> Exercise details: Line by line, copy the records below exactly.

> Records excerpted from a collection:
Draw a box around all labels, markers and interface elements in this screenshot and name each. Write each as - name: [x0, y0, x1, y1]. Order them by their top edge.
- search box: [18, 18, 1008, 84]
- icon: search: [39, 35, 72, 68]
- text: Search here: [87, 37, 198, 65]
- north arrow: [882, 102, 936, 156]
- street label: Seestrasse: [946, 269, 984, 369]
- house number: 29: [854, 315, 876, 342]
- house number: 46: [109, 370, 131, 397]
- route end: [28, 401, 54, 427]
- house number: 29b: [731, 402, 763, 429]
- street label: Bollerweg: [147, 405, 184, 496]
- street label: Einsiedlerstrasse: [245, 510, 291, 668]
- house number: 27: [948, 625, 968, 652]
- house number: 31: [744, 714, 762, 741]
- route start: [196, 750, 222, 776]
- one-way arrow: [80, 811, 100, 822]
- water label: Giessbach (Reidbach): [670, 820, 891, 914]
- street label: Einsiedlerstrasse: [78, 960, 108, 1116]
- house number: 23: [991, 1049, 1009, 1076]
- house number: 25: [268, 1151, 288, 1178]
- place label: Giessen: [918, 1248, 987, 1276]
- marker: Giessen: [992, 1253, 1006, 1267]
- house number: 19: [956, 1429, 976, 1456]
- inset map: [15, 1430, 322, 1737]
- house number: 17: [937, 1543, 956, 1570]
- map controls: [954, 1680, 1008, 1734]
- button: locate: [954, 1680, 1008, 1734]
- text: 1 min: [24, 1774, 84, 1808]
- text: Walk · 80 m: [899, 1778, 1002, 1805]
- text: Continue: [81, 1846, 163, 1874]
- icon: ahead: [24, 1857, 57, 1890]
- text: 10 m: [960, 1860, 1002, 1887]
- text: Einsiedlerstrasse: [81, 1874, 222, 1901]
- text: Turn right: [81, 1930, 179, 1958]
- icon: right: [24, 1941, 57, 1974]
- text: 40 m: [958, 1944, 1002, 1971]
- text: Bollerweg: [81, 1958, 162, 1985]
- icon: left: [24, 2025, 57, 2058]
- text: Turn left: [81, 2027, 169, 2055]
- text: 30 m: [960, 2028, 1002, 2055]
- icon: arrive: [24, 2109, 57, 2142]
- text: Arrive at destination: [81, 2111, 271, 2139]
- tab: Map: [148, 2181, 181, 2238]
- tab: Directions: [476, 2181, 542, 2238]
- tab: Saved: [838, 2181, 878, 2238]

> Solution for this task:
Draw a box around all labels, markers and interface elements in this screenshot and name each. Write each as - name: [x0, y0, x1, y1]. Order them by their top edge.
- search box: [18, 18, 1008, 84]
- icon: search: [39, 35, 72, 68]
- text: Search here: [87, 37, 198, 65]
- north arrow: [882, 102, 936, 156]
- street label: Seestrasse: [946, 269, 984, 369]
- house number: 29: [854, 315, 876, 342]
- house number: 46: [109, 370, 131, 397]
- route end: [28, 401, 54, 427]
- house number: 29b: [731, 402, 763, 429]
- street label: Bollerweg: [147, 405, 184, 496]
- street label: Einsiedlerstrasse: [245, 510, 291, 668]
- house number: 27: [948, 625, 968, 652]
- house number: 31: [744, 714, 762, 741]
- route start: [196, 750, 222, 776]
- one-way arrow: [80, 811, 100, 822]
- water label: Giessbach (Reidbach): [670, 820, 891, 914]
- street label: Einsiedlerstrasse: [78, 960, 108, 1116]
- house number: 23: [991, 1049, 1009, 1076]
- house number: 25: [268, 1151, 288, 1178]
- place label: Giessen: [918, 1248, 987, 1276]
- marker: Giessen: [992, 1253, 1006, 1267]
- house number: 19: [956, 1429, 976, 1456]
- inset map: [15, 1430, 322, 1737]
- house number: 17: [937, 1543, 956, 1570]
- map controls: [954, 1680, 1008, 1734]
- button: locate: [954, 1680, 1008, 1734]
- text: 1 min: [24, 1774, 84, 1808]
- text: Walk · 80 m: [899, 1778, 1002, 1805]
- text: Continue: [81, 1846, 163, 1874]
- icon: ahead: [24, 1857, 57, 1890]
- text: 10 m: [960, 1860, 1002, 1887]
- text: Einsiedlerstrasse: [81, 1874, 222, 1901]
- text: Turn right: [81, 1930, 179, 1958]
- icon: right: [24, 1941, 57, 1974]
- text: 40 m: [958, 1944, 1002, 1971]
- text: Bollerweg: [81, 1958, 162, 1985]
- icon: left: [24, 2025, 57, 2058]
- text: Turn left: [81, 2027, 169, 2055]
- text: 30 m: [960, 2028, 1002, 2055]
- icon: arrive: [24, 2109, 57, 2142]
- text: Arrive at destination: [81, 2111, 271, 2139]
- tab: Map: [148, 2181, 181, 2238]
- tab: Directions: [476, 2181, 542, 2238]
- tab: Saved: [838, 2181, 878, 2238]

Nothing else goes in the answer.